What is expected:
Beneath this task are records; print exactly the stretch of them from the line with "height:8px; margin:-4px; padding:0" through the line with "translate:-50% -50%; white-space:nowrap;", both ends included.

Data provided:
══════════

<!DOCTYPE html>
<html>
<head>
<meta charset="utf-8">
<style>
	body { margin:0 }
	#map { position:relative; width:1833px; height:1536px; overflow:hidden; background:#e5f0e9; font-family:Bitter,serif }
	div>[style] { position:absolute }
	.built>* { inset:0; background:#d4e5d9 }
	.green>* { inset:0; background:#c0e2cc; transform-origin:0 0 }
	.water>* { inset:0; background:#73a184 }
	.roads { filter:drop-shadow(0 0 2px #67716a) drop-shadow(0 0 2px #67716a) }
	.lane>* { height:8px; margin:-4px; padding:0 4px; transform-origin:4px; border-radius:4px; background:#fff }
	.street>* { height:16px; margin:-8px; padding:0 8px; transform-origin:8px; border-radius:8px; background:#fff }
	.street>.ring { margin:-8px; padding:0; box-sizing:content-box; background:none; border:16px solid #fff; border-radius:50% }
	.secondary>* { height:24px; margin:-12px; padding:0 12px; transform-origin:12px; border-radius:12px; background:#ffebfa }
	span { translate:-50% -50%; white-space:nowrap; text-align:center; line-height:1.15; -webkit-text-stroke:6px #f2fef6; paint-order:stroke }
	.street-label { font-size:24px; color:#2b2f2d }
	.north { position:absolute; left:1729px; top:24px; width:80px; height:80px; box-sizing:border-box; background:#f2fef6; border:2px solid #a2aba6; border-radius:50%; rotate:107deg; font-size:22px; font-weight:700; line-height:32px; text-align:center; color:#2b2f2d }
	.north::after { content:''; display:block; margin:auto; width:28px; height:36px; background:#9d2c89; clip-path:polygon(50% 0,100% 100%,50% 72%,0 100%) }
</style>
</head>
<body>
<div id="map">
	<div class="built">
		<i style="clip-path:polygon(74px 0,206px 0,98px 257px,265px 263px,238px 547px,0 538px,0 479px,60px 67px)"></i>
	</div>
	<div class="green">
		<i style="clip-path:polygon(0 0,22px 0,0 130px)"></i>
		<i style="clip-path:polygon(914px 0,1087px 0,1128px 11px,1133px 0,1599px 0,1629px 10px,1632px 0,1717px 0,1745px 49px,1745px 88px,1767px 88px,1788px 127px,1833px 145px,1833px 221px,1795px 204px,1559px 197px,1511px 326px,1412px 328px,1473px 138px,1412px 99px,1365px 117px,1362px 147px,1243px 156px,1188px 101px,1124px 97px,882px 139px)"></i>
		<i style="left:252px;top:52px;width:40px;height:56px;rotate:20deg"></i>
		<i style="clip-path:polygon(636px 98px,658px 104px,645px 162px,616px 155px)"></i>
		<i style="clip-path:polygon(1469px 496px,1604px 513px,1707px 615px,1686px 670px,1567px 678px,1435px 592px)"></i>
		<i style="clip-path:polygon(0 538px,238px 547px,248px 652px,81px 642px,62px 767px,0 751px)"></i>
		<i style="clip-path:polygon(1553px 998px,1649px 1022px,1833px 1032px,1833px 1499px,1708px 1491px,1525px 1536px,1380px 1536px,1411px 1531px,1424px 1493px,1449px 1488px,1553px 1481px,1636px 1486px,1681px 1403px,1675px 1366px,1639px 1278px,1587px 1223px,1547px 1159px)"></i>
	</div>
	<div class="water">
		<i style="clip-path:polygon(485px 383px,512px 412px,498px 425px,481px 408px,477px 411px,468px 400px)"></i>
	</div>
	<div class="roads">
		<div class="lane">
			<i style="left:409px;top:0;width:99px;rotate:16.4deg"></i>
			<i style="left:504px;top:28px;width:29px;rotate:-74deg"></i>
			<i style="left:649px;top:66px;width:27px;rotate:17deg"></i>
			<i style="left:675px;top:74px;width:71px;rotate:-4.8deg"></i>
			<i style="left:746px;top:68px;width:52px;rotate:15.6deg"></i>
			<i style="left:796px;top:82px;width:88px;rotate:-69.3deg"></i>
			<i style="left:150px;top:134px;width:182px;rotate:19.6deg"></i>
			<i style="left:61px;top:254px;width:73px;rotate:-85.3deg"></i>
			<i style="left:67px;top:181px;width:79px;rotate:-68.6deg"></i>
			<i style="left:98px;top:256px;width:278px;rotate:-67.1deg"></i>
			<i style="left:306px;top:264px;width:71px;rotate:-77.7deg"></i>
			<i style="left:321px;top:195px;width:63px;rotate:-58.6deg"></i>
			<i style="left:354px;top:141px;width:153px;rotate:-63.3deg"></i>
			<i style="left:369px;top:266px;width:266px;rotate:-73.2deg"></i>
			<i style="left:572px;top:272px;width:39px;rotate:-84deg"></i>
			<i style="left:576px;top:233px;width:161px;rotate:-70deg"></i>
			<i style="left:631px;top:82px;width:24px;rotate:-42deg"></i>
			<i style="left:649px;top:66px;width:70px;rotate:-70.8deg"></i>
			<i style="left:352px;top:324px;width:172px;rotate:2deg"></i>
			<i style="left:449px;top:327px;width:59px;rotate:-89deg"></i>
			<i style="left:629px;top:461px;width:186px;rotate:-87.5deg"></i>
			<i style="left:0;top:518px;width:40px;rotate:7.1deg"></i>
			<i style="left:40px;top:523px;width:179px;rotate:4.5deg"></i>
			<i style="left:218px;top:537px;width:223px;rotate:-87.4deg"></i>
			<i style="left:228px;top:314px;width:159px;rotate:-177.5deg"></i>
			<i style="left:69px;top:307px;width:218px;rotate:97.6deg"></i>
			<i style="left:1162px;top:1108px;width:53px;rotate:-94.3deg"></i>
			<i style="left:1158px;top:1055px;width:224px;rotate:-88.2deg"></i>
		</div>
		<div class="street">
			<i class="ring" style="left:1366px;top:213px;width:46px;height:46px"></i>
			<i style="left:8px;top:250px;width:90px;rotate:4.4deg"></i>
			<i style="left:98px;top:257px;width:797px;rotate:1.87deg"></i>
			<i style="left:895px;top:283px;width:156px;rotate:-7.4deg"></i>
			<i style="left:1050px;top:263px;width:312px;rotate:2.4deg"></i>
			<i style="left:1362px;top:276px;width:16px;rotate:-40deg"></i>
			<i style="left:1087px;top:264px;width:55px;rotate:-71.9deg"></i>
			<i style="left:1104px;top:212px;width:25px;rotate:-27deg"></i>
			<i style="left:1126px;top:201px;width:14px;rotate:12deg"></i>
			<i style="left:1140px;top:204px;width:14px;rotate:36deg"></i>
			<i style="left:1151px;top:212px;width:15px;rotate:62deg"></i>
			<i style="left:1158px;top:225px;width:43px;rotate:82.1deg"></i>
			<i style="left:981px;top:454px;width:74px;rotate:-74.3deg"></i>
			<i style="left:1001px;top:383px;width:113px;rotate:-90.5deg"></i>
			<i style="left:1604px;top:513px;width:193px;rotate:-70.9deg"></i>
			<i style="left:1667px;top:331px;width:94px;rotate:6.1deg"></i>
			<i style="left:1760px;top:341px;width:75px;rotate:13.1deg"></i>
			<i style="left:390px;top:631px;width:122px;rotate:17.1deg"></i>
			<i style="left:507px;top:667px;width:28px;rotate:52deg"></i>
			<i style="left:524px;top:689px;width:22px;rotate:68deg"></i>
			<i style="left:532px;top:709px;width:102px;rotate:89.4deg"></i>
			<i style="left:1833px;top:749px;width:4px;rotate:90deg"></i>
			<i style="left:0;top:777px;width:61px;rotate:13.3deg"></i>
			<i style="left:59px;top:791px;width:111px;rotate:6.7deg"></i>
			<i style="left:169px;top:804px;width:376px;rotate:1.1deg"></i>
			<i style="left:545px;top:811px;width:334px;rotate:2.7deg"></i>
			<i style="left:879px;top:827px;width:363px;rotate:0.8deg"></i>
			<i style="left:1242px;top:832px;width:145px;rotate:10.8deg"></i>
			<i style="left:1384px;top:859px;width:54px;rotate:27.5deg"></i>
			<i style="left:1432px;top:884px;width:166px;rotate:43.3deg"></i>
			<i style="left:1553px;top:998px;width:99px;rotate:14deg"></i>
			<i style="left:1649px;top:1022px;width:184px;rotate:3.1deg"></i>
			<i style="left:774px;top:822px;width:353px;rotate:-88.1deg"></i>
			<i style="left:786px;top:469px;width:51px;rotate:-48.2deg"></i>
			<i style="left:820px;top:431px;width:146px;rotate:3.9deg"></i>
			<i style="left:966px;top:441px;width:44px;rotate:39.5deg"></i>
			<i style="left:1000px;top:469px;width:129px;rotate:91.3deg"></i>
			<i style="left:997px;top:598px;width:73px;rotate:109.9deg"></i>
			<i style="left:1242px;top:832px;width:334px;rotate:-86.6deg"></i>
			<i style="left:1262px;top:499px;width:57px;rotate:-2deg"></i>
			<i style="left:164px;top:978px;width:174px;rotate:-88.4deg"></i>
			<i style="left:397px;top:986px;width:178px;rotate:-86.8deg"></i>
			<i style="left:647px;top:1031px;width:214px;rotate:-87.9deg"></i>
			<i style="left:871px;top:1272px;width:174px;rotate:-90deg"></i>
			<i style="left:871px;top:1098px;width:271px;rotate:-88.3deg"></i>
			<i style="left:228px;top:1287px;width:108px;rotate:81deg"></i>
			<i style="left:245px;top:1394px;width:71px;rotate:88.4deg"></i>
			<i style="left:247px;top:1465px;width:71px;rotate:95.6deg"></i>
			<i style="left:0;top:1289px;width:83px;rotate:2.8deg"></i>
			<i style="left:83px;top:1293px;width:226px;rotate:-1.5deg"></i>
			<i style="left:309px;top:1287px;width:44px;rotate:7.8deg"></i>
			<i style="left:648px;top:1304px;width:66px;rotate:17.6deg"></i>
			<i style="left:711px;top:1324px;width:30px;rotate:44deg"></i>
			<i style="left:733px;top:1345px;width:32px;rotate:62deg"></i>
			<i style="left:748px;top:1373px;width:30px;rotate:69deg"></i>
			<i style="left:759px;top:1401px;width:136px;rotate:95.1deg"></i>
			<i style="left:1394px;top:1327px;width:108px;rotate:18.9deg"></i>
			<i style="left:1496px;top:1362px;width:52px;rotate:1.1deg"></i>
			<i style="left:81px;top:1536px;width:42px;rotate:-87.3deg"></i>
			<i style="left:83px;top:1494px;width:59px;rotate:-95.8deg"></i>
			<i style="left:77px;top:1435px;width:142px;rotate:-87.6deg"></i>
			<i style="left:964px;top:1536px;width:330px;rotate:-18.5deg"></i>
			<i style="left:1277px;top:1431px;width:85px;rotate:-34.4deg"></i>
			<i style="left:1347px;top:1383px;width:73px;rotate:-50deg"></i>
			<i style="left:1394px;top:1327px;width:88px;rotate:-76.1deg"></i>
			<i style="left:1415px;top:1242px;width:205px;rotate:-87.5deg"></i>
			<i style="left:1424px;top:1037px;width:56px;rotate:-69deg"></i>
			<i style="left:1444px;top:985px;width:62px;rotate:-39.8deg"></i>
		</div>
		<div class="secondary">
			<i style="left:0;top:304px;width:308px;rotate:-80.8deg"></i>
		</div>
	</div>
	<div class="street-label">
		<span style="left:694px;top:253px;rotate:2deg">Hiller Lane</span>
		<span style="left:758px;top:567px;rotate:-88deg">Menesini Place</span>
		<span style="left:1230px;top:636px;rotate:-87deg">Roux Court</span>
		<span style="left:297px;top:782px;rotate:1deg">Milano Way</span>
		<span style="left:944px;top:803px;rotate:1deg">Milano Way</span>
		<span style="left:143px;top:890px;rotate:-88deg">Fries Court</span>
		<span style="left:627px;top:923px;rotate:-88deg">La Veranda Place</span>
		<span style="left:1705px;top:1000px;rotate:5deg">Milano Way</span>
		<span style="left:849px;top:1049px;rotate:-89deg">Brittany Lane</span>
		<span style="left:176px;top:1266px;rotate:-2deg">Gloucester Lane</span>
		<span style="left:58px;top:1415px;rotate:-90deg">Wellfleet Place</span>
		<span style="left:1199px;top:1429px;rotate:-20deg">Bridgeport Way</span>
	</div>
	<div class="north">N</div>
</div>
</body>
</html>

══════════

Output below:
	.lane>* { height:8px; margin:-4px; padding:0 4px; transform-origin:4px; border-radius:4px; background:#fff }
	.street>* { height:16px; margin:-8px; padding:0 8px; transform-origin:8px; border-radius:8px; background:#fff }
	.street>.ring { margin:-8px; padding:0; box-sizing:content-box; background:none; border:16px solid #fff; border-radius:50% }
	.secondary>* { height:24px; margin:-12px; padding:0 12px; transform-origin:12px; border-radius:12px; background:#ffebfa }
	span { translate:-50% -50%; white-space:nowrap; text-align:center; line-height:1.15; -webkit-text-stroke:6px #f2fef6; paint-order:stroke }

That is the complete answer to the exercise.